Parabens are a class of organic aromatic compounds, identified for the first time in 1924 as antimicrobials; due to the low toxicity and the low dose at which they inhibit microbial growth, they have been used since the mid-1940s as preservatives in the cosmetic, pharmaceutical and food industries, with bactericidal and fungicidal functions
Commercially, only acid esters are considered parabens
For over fifteen years, parabens have been the subject of scientific debate due to the possible effects on human health and the environment; repeatedly at the center of controversies about the causality between parabens and carcinogenicity, studies and research have recently confirmed the substantial safety of their use, however within the restrictions and specifications defined by the various national or supranational standards.

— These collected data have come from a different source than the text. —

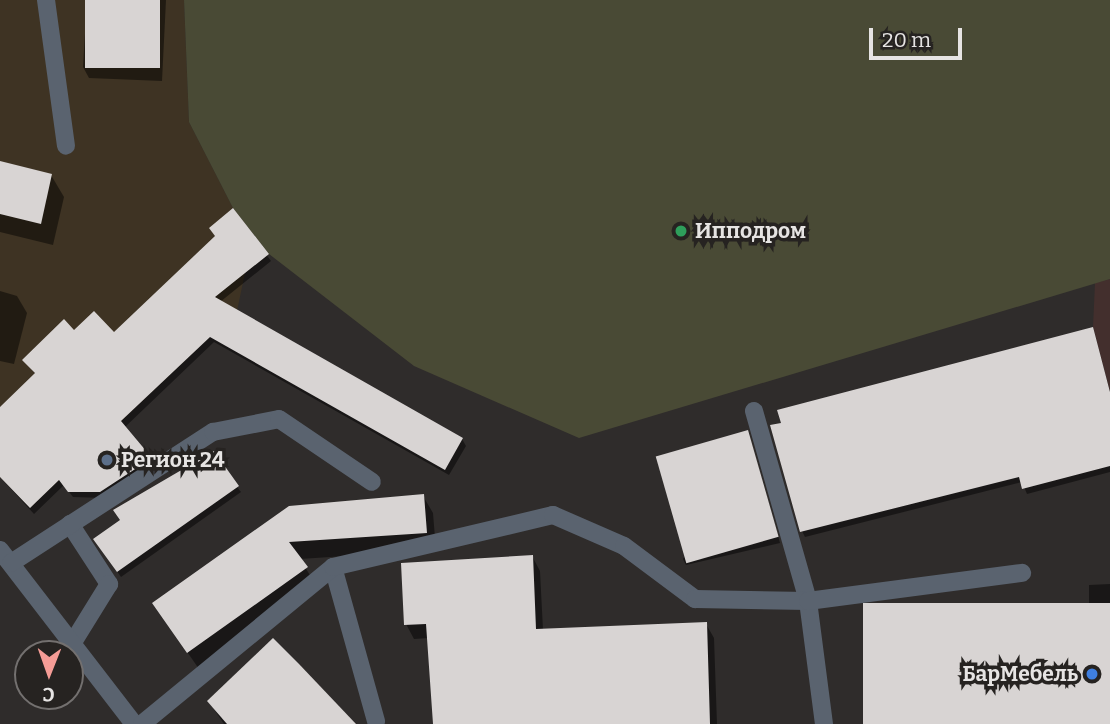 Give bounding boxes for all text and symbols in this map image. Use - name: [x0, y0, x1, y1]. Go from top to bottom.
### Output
- scale bar: [872, 14, 965, 58]
- text: 20 m: [882, 27, 931, 53]
- place label: Ипподром: [695, 218, 806, 244]
- marker: Ипподром: [673, 223, 689, 239]
- place label: Регион 24: [121, 447, 224, 473]
- marker: Регион 24: [99, 452, 115, 468]
- north arrow: [14, 640, 84, 710]
- place label: БарМебель: [963, 661, 1078, 687]
- marker: БарМебель: [1084, 666, 1100, 682]
- text: С: [42, 683, 55, 706] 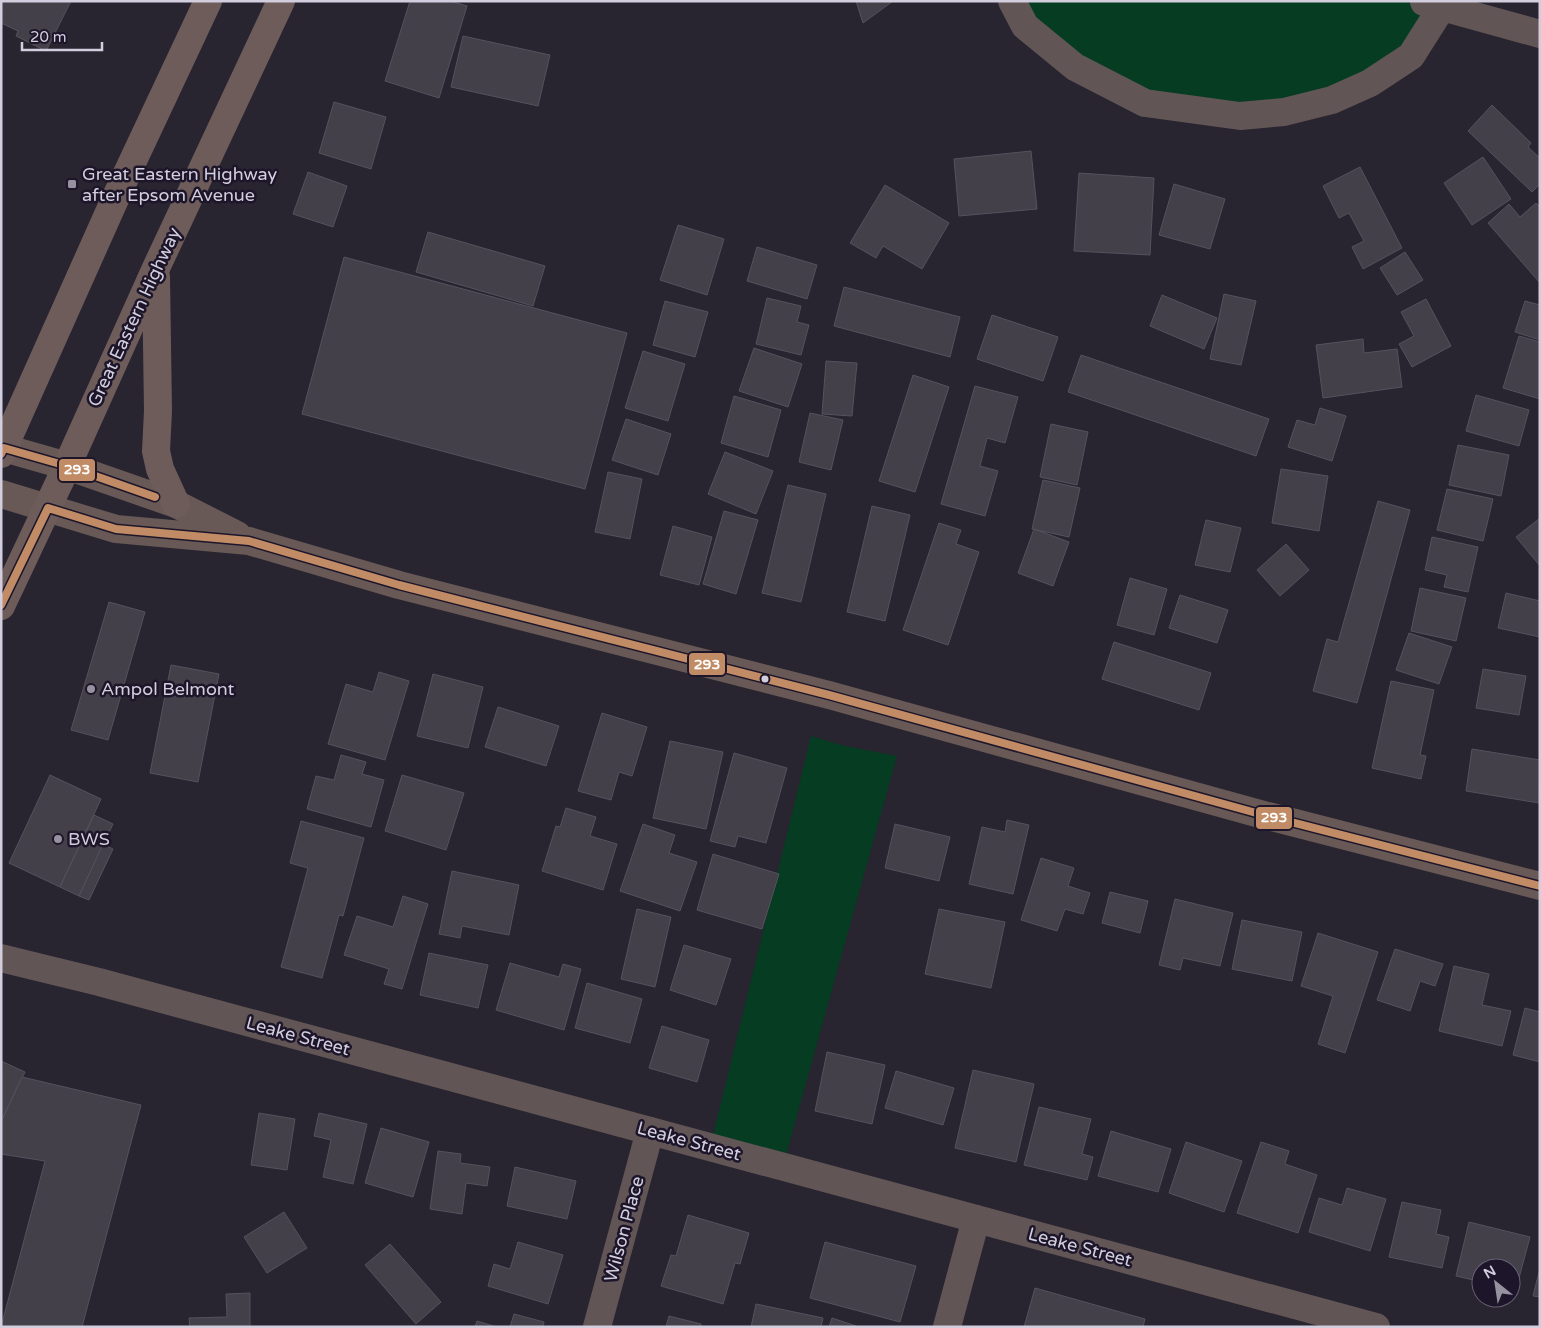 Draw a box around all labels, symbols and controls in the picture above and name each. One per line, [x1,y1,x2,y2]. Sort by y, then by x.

(Praffinum liquidum, Mineral oil Petrolatum, Vaseline, Microcrystalized wax):
these are compounds derived from the refining of petroleum by distillation, they appear as a semi-transparent waxy paste of white color for the purest mixtures (used in the cosmetic and pharmaceutical fields), also commonly used in the production of candles, lubricants, stain removers and impregnating agents of the wood. They are non-biodegradable substances, unfortunately often present also in products intended for children and babies and in products purchased in medicines or herbal medicine, instead of more expensive ingredients such as vegetable oils. Petrolatum cosmetics try to limit the evaporation of the water contained on the surface of the epidermis, creating a sort of barrier between the external environment and the skin, i.e. they act as filming agents, giving a sensation (entirely apparent) of smoothness to the skin. skin. They are also used for their conditioning, solvent and emollient effect. Perspiration is hindered, the germs present on the skin remain trapped by the paraffin, causing irritation and promoting acne, especially on predisposed skin. They are therefore comedogenic compounds, which create a "plug" on the hair follicles, causing keratin, sebum and dust to oxidize, forming the hateful "blackheads", or comedones. But what is most worrying are the impurities that remain in the substances after the refining process, which would promote aging and even skin cancer. It is no coincidence that petrolatums have been recognized by the scientific community as irritating substances for skin and mucous membranes, comedogenic and potentially carcinogenic.